Dzień szykował się bardzo nieogarnięty. Nie wiedziałam za co się brać. Mała spała jeszcze więc za bardzo z domu wyjść nie mogłam. Musiałam wybrać sobie jakąś odpowiednią sukienkę i buty. Na podwórku było chłodniej niż zwykle. Ciężko było mi coś dopasować. Przejrzałam walizkę Julki . Na szczęście znalazłam tak śliczną , elegancką sukienkę dla małej. Były też baletki pod kolor. Ucieszyłam się , ale i tak dom stał cały mi na głowie. Przypomniało mi się od razu jak Iwa mówiła mi , że się niedługo do Reusa wyprowadzi. Łzy spłynęły mi po policzkach . Sama sobie nie dam raczej rady . Zrobiłam śniadanie i zaniosłam chrześniaczce do łóżka. Ubrałyśmy się i poszłyśmy odwiedzić mamę w szpitalu . Judyta chciała mi pomóc jak mogła , ale w ciąży za dużo pozwalać sobie nie mogła. Umyłam włosy i zawinęłam sobie na wałki . Musiałam pomalować jakoś paznokcie , bo miałam strasznie zniszczone. Pierwszy raz udało mi się ombre. Wszystko było dobrze , ale nie miałam rajstop. Iwona jeszcze spała , wróciła późno nad ranem. Zadzwoniłam więc do Mario. Wziął ruszył się i pojechał do galeri po moje rajstopki . Nie powiedziałam mu oczywiście , że idę na kolacje.

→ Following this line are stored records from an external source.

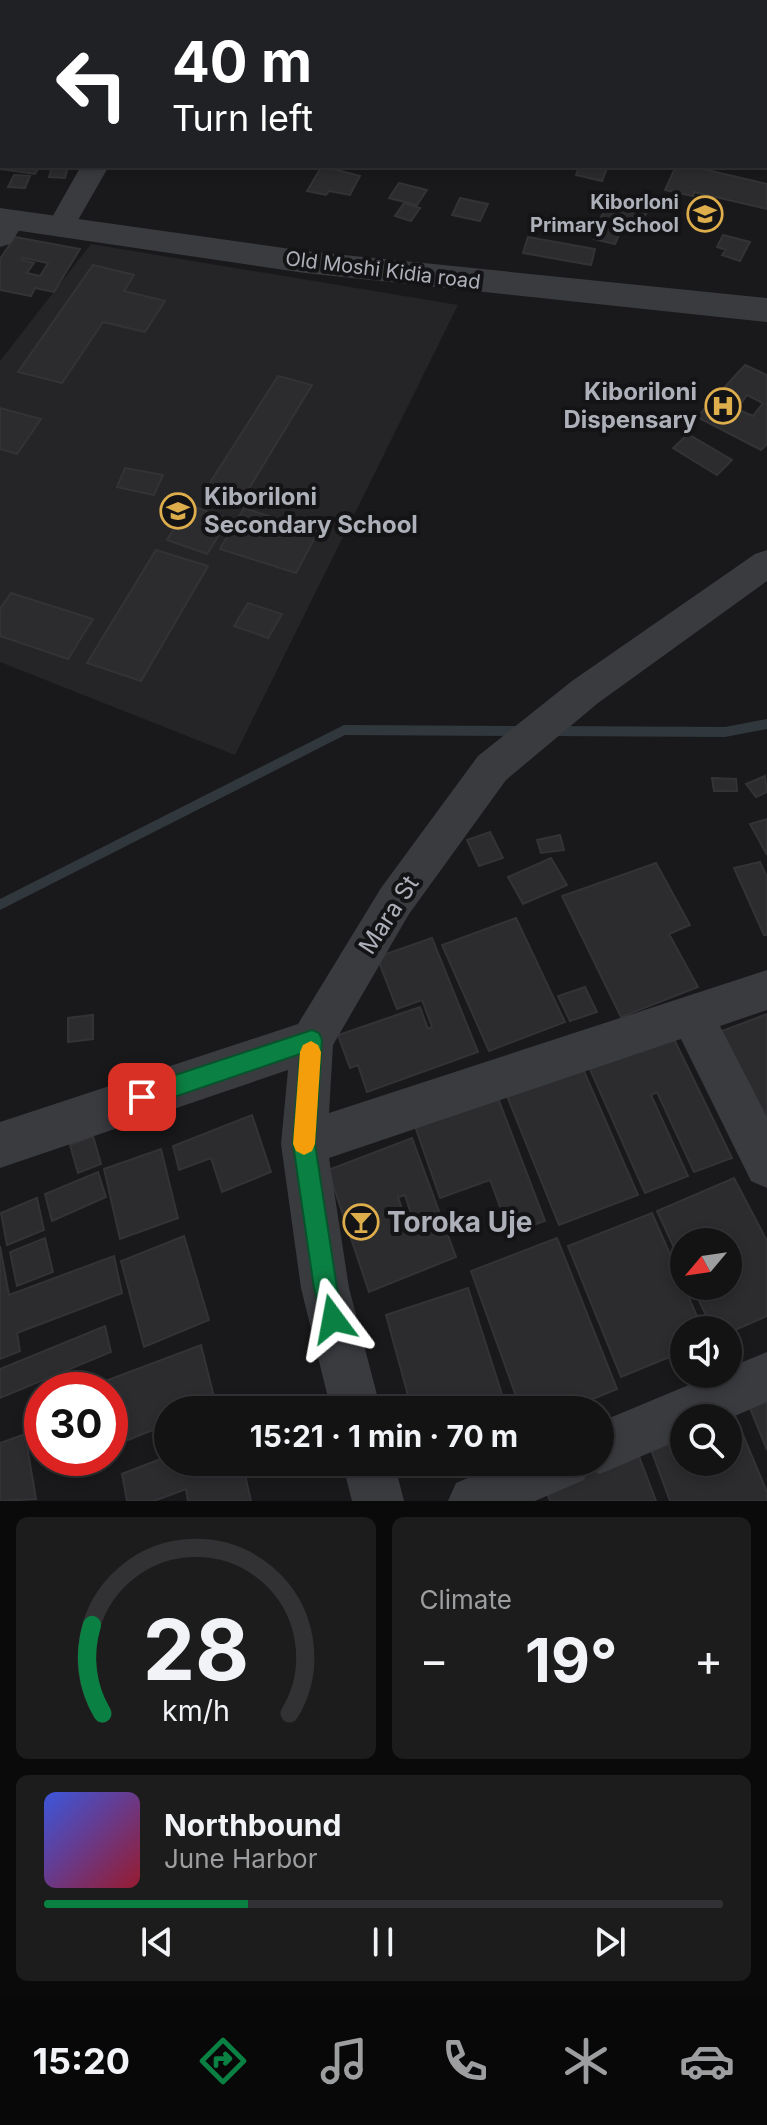 <!DOCTYPE html>
<html lang="en">
<head>
<meta charset="utf-8">
<style>
  :root { --surface:#131314; --page:#1c1c1d; --text:#f1f3f6; --muted:#9d9ea0; --line:#323234; --accent:#0b8043 }
  body { margin:0; font-family:Inter,sans-serif; background:var(--page); color:var(--text); height:100vh; display:flex; flex-direction:column; font-size:30px; white-space:nowrap }
  * { box-sizing:border-box; margin:0 }
  p { font-size:26px; color:var(--muted) }
  .icon { flex:none; width:44px; height:44px; fill:none; stroke:currentColor; stroke-width:2; stroke-linecap:round; stroke-linejoin:round }
  .map { position:relative; height:1501px; overflow:hidden }
  .details { display:flex; flex-direction:column; gap:16px; padding:16px; background:#0a0a0b; flex:1 }
  .details>* { flex:none }
  .guide { position:absolute; left:0px; top:0px; width:768px; height:168px; box-shadow:0 4px 12px #0003,0 0 0 2px var(--line); background:#202124; color:#fff; overflow:hidden }
  .needle { width:52px; rotate:241deg }
  .controls { position:absolute; left:670px; top:1228px; display:grid; gap:16px }
  .controls a { display:grid; place-items:center; width:72px; height:72px; border-radius:50%; background:var(--surface); box-shadow:0 4px 12px #0003,0 0 0 2px var(--line); font-size:40px }
  .speed { position:absolute; left:24px; top:1372px; display:flex; gap:16px; font-size:40px; font-weight:700; text-align:center }
  .speed>* { display:grid; place-content:center; width:104px; height:104px; border-radius:50%; background:var(--surface); box-shadow:0 4px 12px #0003,0 0 0 2px var(--line); line-height:1 }
  .speed .limit { border:12px solid #d22; background:#fff; color:#111 }
  .pin { position:absolute; display:grid; place-items:center; width:68px; height:68px; color:#fff; margin:-34px; border-radius:16px; box-shadow:0 4px 12px #0006 }
  .me { position:absolute; width:88px; margin:-44px; rotate:347deg; stroke-linejoin:round; filter:drop-shadow(0 0 6px #0008) }
  .turn { display:flex; align-items:center; gap:28px; height:168px; padding:0 40px; font-size:36px }
  .turn .icon { width:104px; height:104px; stroke-width:2.5 }
  .turn b { display:block; font-size:56px; line-height:68px }
  .big { font-size:60px; font-weight:700; line-height:1.1 }
  .details .widget { flex:1; display:flex; flex-direction:column; justify-content:center; gap:12px; min-width:0; padding:0 28px; border-radius:12px; background:var(--page) }
  .details .dial { align-items:center; gap:0 }
  .dial svg { height:208px; overflow:visible; fill:none; stroke:var(--line); stroke-width:7; stroke-linecap:round; text-anchor:middle }
  .dial text { fill:var(--text); stroke:none }
  .song { display:flex; align-items:center; gap:24px }
  .cover { width:96px; height:96px; border-radius:12px; background:linear-gradient(135deg,hsl(230 70% 55%),hsl(350 70% 35%)) }
  .played { height:8px; border-radius:4px; background:linear-gradient(90deg,var(--accent) 30%,var(--line) 30%) }
  .keys { display:flex; justify-content:space-around; direction:ltr }
  .heat { display:flex; justify-content:space-between; align-items:center; font-size:44px; direction:ltr }
  .details .tiles { flex:1; display:grid; gap:16px; grid-template-columns:1fr 1fr }
  .widget:last-child { grid-column:span 2 }
  .trip { position:absolute; left:154px; top:1396px; width:460px; height:80px; border-radius:40px; background:var(--surface); box-shadow:0 4px 12px #0003,0 0 0 2px var(--line); font-weight:700; line-height:80px; text-align:center }
  .tab-bar { display:flex; height:128px; justify-content:space-around; align-items:center; background:#080808; color:var(--muted) }
  .tab-bar .icon { width:56px; height:56px }
  .tab-bar .selected { color:var(--accent) }
  .tab-bar b { font-size:36px; color:var(--text) }
  .map>svg:first-child { display:block }
  .built { fill:#252528 }
  .lines { fill:none; stroke-linecap:round; stroke-linejoin:round }
  .stream { fill:#30383d; fill-rule:evenodd }
  .building { fill:#2c2c2f; stroke:#333336; stroke-width:2; fill-rule:evenodd }
  .minor { fill:#3a3b3f; fill-rule:evenodd }
  .tertiary { fill:#3a3b3f; fill-rule:evenodd }
  .route { fill:#0b8043; stroke:#07532c; stroke-width:2 }
  .slow { fill:#f59e0b }
  .labels { text-anchor:middle; stroke-width:8; stroke-linejoin:round; paint-order:stroke }
  .far-poi-label { font-size:20px; font-weight:bold; fill:#adb0b9; stroke:#141416; text-anchor:end }
  .far-street-label { font-size:20px; fill:#adb0b9; stroke:#141416 }
  .poi-label { font-size:24px; font-weight:bold; fill:#adb0b9; stroke:#141416; text-anchor:end }
  .street-label { font-size:24px; fill:#adb0b9; stroke:#141416 }
  .near-poi-label { font-size:28px; font-weight:bold; fill:#adb0b9; stroke:#141416; text-anchor:start }
</style>
</head>
<body>
<div class="map">
<svg width="767" height="1501" viewBox="0 0 767 1501">
  <rect width="100%" height="100%" fill="#19191b"/>
  <path class="built" d="M 91,244 L 458,305 L 235,755 L 0,662 L 0,361 Z"/>
  <g class="lines">
    <path class="stream" d="M 767,719 L 767,729 L 725,737 L 551,736 L 547,734 L 546,731 L 547,728 L 551,726 L 725,727 Z
      M 344,725 L 522,726 L 526,728 L 527,731 L 526,734 L 522,736 L 345,735 L 0,910 L 0,899 Z"/>
  </g>
  <path class="building" d="M 2,163 L 2,166 L 40,166 L 35,174 L 0,169 Z
    M 52,166 L 68,167 L 65,178 L 49,177 Z
    M 322,166 L 360,176 L 350,195 L 329,191 L 326,195 L 307,191 Z
    M 574,166 L 608,166 L 602,181 L 576,175 L 579,167 Z
    M 676,166 L 690,166 L 767,184 L 767,209 L 694,192 L 693,196 L 665,190 Z
    M 14,175 L 30,176 L 25,188 L 8,187 Z
    M 399,183 L 427,190 L 417,205 L 389,198 Z
    M 460,198 L 488,204 L 480,221 L 452,215 Z
    M 612,200 L 648,210 L 635,231 L 599,220 Z
    M 404,203 L 420,208 L 411,221 L 395,216 Z
    M 600,223 L 622,228 L 615,244 L 594,239 Z
    M 723,235 L 750,242 L 740,261 L 722,255 L 726,250 L 717,247 Z
    M 15,237 L 80,249 L 54,292 L 35,288 L 31,296 L 0,290 L 0,259 ZM 23,258 L 48,263 L 40,276 L 27,273 L 34,263 L 21,260 Z
    M 528,237 L 595,249 L 591,265 L 523,253 Z
    M 93,265 L 134,275 L 124,291 L 165,301 L 145,332 L 103,322 L 62,383 L 18,372 Z
    M 745,365 L 767,375 L 767,444 L 761,450 L 697,417 ZM 747,395 L 763,403 L 753,416 L 737,409 Z
    M 278,376 L 312,385 L 242,500 L 206,489 Z
    M 0,408 L 41,419 L 17,454 L 0,449 Z
    M 688,434 L 732,460 L 717,475 L 673,448 Z
    M 125,468 L 163,475 L 154,495 L 117,487 Z
    M 189,505 L 229,519 L 207,554 L 167,540 Z
    M 244,508 L 318,532 L 296,573 L 220,549 Z
    M 156,550 L 208,566 L 141,681 L 87,663 Z
    M 11,593 L 93,619 L 68,659 L 0,636 L 0,609 Z
    M 248,603 L 282,614 L 268,638 L 234,626 Z
    M 765,776 L 767,792 L 756,797 L 746,784 Z
    M 712,778 L 736,779 L 737,791 L 714,791 Z
    M 767,819 L 767,855 L 750,824 Z
    M 490,832 L 503,858 L 479,866 L 467,840 Z
    M 560,835 L 564,850 L 541,853 L 537,840 Z
    M 551,858 L 567,885 L 523,904 L 508,877 Z
    M 760,862 L 767,877 L 767,935 L 764,935 L 734,868 Z
    M 656,863 L 690,925 L 669,934 L 698,987 L 621,1017 L 562,896 Z
    M 516,918 L 565,1022 L 489,1051 L 442,945 Z
    M 432,938 L 478,1052 L 367,1092 L 358,1065 L 350,1068 L 338,1035 L 420,1007 L 428,1029 L 432,1027 L 422,1000 L 397,1009 L 377,957 Z
    M 585,987 L 597,1012 L 570,1021 L 558,996 Z
    M 767,1014 L 767,1137 L 714,1034 Z
    M 93,1015 L 93,1039 L 68,1042 L 68,1018 Z
    M 673,1037 L 732,1158 L 694,1172 L 657,1092 L 651,1095 L 688,1176 L 645,1193 L 589,1067 Z
    M 583,1069 L 638,1195 L 559,1225 L 507,1096 Z
    M 498,1098 L 545,1221 L 510,1233 L 490,1180 L 440,1198 L 415,1126 Z
    M 252,1115 L 271,1172 L 222,1192 L 211,1158 L 179,1170 L 173,1146 Z
    M 93,1136 L 101,1164 L 78,1173 L 70,1145 Z
    M 412,1138 L 456,1257 L 369,1292 L 328,1170 ZM 405,1195 L 414,1224 L 408,1227 L 398,1197 Z
    M 161,1149 L 178,1218 L 120,1239 L 104,1169 Z
    M 98,1172 L 106,1197 L 52,1221 L 45,1194 Z
    M 734,1178 L 767,1241 L 767,1316 L 728,1333 L 728,1330 L 713,1330 L 692,1286 L 728,1286 L 728,1242 L 684,1242 L 684,1269 L 657,1211 Z
    M 37,1198 L 44,1230 L 7,1245 L 1,1213 Z
    M 652,1213 L 703,1330 L 684,1330 L 684,1351 L 621,1377 L 568,1246 Z
    M 184,1236 L 209,1320 L 144,1347 L 121,1261 Z
    M 45,1238 L 53,1272 L 17,1286 L 10,1252 Z
    M 557,1238 L 617,1389 L 567,1410 L 521,1410 L 471,1271 Z
    M 0,1246 L 9,1295 L 114,1256 L 122,1293 L 17,1333 L 20,1351 L 0,1359 Z
    M 468,1288 L 507,1410 L 412,1410 L 386,1315 Z
    M 105,1326 L 111,1352 L 0,1398 L 0,1369 Z
    M 201,1345 L 216,1405 L 204,1410 L 168,1410 L 168,1424 L 110,1447 L 110,1390 L 96,1390 L 95,1385 Z
    M 767,1383 L 767,1450 L 743,1391 Z
    M 733,1411 L 767,1492 L 767,1501 L 670,1501 L 649,1444 L 684,1430 L 684,1462 L 728,1462 L 728,1418 Z
    M 25,1434 L 36,1499 L 0,1501 L 0,1443 Z
    M 637,1451 L 656,1501 L 550,1501 L 545,1487 Z
    M 168,1456 L 168,1462 L 242,1462 L 251,1501 L 188,1501 L 186,1489 L 154,1501 L 127,1501 L 122,1474 Z"/>
  <g class="lines">
    <path class="minor" d="M 175,0 L 199,0 L 199,2 L 175,2 Z
      M 81,166 L 109,166 L 70,234 L 60,237 L 50,234 L 46,228 Z
      M 12,211 L 22,214 L 26,220 L 10,244 L 0,247 L 0,217 Z
      M 767,550 L 767,581 L 598,703 L 506,780 L 409,914 L 333,1045 L 329,1113 L 767,970 L 767,1010 L 720,1026 L 767,1117 L 767,1188 L 751,1181 L 681,1039 L 329,1158 L 349,1288 L 381,1410 L 331,1410 L 301,1288 L 281,1144 L 288,1070 L 0,1168 L 0,1122 L 298,1024 L 381,888 L 478,756 L 572,681 L 755,554 Z
      M 767,1352 L 767,1402 L 728,1419 L 684,1418 L 684,1438 L 600,1474 L 589,1469 L 584,1480 L 535,1501 L 448,1501 L 456,1483 L 505,1462 L 600,1462 L 600,1422 L 715,1374 L 728,1374 L 728,1368 Z
      M 342,1462 L 394,1462 L 404,1501 L 352,1501 Z"/>
    <path class="tertiary" d="M 0,208 L 305,251 L 767,298 L 767,322 L 305,273 L 0,228 Z"/>
  </g>
  <path class="route" d="M 312,1030 L 319,1033 L 322,1040 L 315,1144 L 337,1288 L 345,1319 L 341,1327 L 333,1330 L 325,1327 L 314,1288 L 293,1144 L 300,1054 L 142,1108 L 134,1105 L 131,1097 L 134,1089 L 142,1086 Z"/>
  <path class="slow" d="M 311,1041 L 318,1045 L 321,1052 L 315,1144 L 312,1151 L 304,1155 L 296,1151 L 293,1144 L 300,1052 L 303,1045 Z"/>
  <defs>
    <symbol id="school-ring" viewBox="-11 -11 22 22"><circle r="9.5" fill="#141416" stroke="#deae4d" stroke-width="1.5"/><path d="M0-5L7-2L0 1L-7-2ZM-4 1L0 2.5L4 1V4Q0 6-4 4Z" fill="#deae4d"/></symbol>
    <symbol id="hospital-ring" viewBox="-11 -11 22 22"><circle r="9.5" fill="#141416" stroke="#deae4d" stroke-width="1.5"/><path d="M-5-5h3v3.5h4V-5h3V5h-3V1.5h-4V5h-3Z" fill="#deae4d"/></symbol>
    <symbol id="bar-ring" viewBox="-11 -11 22 22"><circle r="9.5" fill="#141416" stroke="#deae4d" stroke-width="1.5"/><path d="M-6-5H6L.8 .8V4.5H3.5V6h-7V4.5H-.8V.8Z" fill="#deae4d"/></symbol>
  </defs>
  <g fill-rule="evenodd">
    <use href="#school-ring" x="685" y="194" width="40" height="40"/>
    <use href="#hospital-ring" x="703" y="386" width="40" height="40"/>
    <use href="#school-ring" x="158" y="491" width="40" height="40"/>
    <use href="#bar-ring" x="341" y="1202" width="40" height="40"/>
  </g>
  <g class="labels">
    <g class="far-poi-label">
      <text x="679" y="209">Kiborloni<tspan x="679" dy="23">Primary School</tspan></text>
    </g>
    <g class="far-street-label">
      <text transform="translate(383 270) rotate(7)" y="7">Old Moshi Kidia road</text>
    </g>
    <g class="poi-label">
      <text x="697" y="400">Kiboriloni<tspan x="697" dy="28">Dispensary</tspan></text>
      <text x="204" y="505" text-anchor="start">Kiboriloni<tspan x="204" dy="28">Secondary School</tspan></text>
    </g>
    <g class="street-label">
      <text transform="translate(389 915) rotate(-57)" y="8">Mara St</text>
    </g>
    <g class="near-poi-label">
      <text x="387" y="1232">Toroka Uje</text>
    </g>
  </g>
</svg>
<div class="controls">
<a><svg class="needle" viewBox="-14 -14 28 28"><path d="M0-13l5 13h-10z" fill="#e53935"/><path d="M0 13l5-13h-10z" fill="#9d9ea0"/></svg></a>
<a><svg class="icon" aria-label="sound" viewBox="0 0 24 24"><path d="M4 9h4l5-4v14l-5-4H4zM17 9q2 3 0 6"/></svg></a>
<a><svg class="icon" aria-label="search" viewBox="0 0 24 24"><circle cx="10" cy="10" r="6"/><path d="M15 15l6 6"/></svg></a>
</div>
<div class="speed"><div class="limit">30</div></div>
<div class="pin" style="left:142px;top:1097px;background:#d93025"><svg class="icon" aria-label="arrive" viewBox="0 0 24 24"><path d="M6 21V4h12l-3 4 3 4H6"/></svg></div>
<svg class="me" style="left:333px;top:1319px" viewBox="-20 -20 40 40"><path d="M0-17L14 15 0 8-14 15z" fill="#0b8043" stroke="#fff" stroke-width="4"/></svg>
<div class="trip">15:21 · 1 min · 70 m</div>
<div class="guide">
<div class="turn"><svg class="icon" aria-label="left" viewBox="0 0 24 24"><path d="M17 20v-9H6M10 6l-5 5 5 5"/></svg><div><b>40 m</b>Turn left</div></div>
</div>
</div>
<section class="details">
<div class="tiles">
<div class="widget dial"><svg viewBox="0 0 100 80">
<path d="M14 69A42 42 0 1 1 86 69"/>
<path d="M14 69A42 42 0 0 1 10 35" stroke="#0b8043"/>
<text x="50" y="56" font-size="32" font-weight="700">28</text>
<text x="50" y="72" font-size="11">km/h</text>
</svg></div>
<div class="widget"><p>Climate</p>
<div class="heat"><a>−</a><b class="big">19°</b><a>+</a></div>
</div>
<div class="widget">
<div class="song"><i class="cover"></i><div><b>Northbound</b><p>June Harbor</p></div></div>
<div class="played"></div>
<div class="keys"><svg class="icon" aria-label="previous" viewBox="0 0 24 24"><path d="M18 5L8 12l10 7zM5 5v14"/></svg><svg class="icon" aria-label="pause" viewBox="0 0 24 24"><path d="M8 5v14M16 5v14"/></svg><svg class="icon" aria-label="next" viewBox="0 0 24 24"><path d="M6 5l10 7-10 7zM19 5v14"/></svg></div>
</div>
</div>
</section>
<nav class="tab-bar">
<b>15:20</b>
<svg class="icon selected" aria-label="directions" viewBox="0 0 24 24"><path d="M12 3l9 9-9 9-9-9zM9 14v-3h6M13 9l2 2-2 2"/></svg>
<svg class="icon" aria-label="music" viewBox="0 0 24 24"><path d="M9 18V5l10-2v13"/><circle cx="6" cy="18" r="3"/><circle cx="16" cy="16" r="3"/></svg>
<svg class="icon" aria-label="phone" viewBox="0 0 24 24"><path d="M5 4h4l2 5-3 2q2 4 5 5l2-3 5 2v4C11 20 4 13 5 4z"/></svg>
<svg class="icon" aria-label="climate" viewBox="0 0 24 24"><path d="M12 3v18M4 7l16 10M4 17L20 7"/></svg>
<svg class="icon" aria-label="car" viewBox="0 0 24 24"><path d="M5 17H2v-5l4-1 3-4h7l3 4 3 1v5h-3M9 17h6M6 11h13"/><circle cx="7" cy="17" r="2"/><circle cx="17" cy="17" r="2"/></svg>
</nav>
</body>
</html>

Chociaż on już to sam wiedział. Dowiedziałam się też , że rano Robert nie ogarniał nic i potrzebował pomocy Piszcza. Normalnie dobra ekipa… Było już coś przed 18. Wzięłam prysznic i rozpuściłam włosy. Miałam na głowie drobne loczki . Jak to powiedziała Judyta : wyglądasz jak barbie. Oby dwie siedziały ze mną w pokoju i pomagały mi . Był mały dylemat , które szpilki założyć. Nie chciałam być od Roberta wyższa. Iwa poszła przygotować małą. Po jakimś czasie czekałyśmy już na Lewego. On zabrał nas do restauracji.
Panowała miła atmosfera. Wydawało
mi się , że pani Iwona mnie polubiła. Gorzej było z siostrą Roberta . Wszystko
było prawie idealnie. Lewy odwiózł nas do domu żebyśmy się przebrały i chciał
nas zabrać na imprezkę. Padał deszcz , a na ulicy było dość ślisko . Poślizgnęłam
się na trawie i upadłam na nogę. Od razu poczułam ból. Szpilka była
złamana. Julka bardzo się wystraszyła i
zawołała szybko Lewego. Robert zaniósł mnie do salonu i zadzwonił do lekarza.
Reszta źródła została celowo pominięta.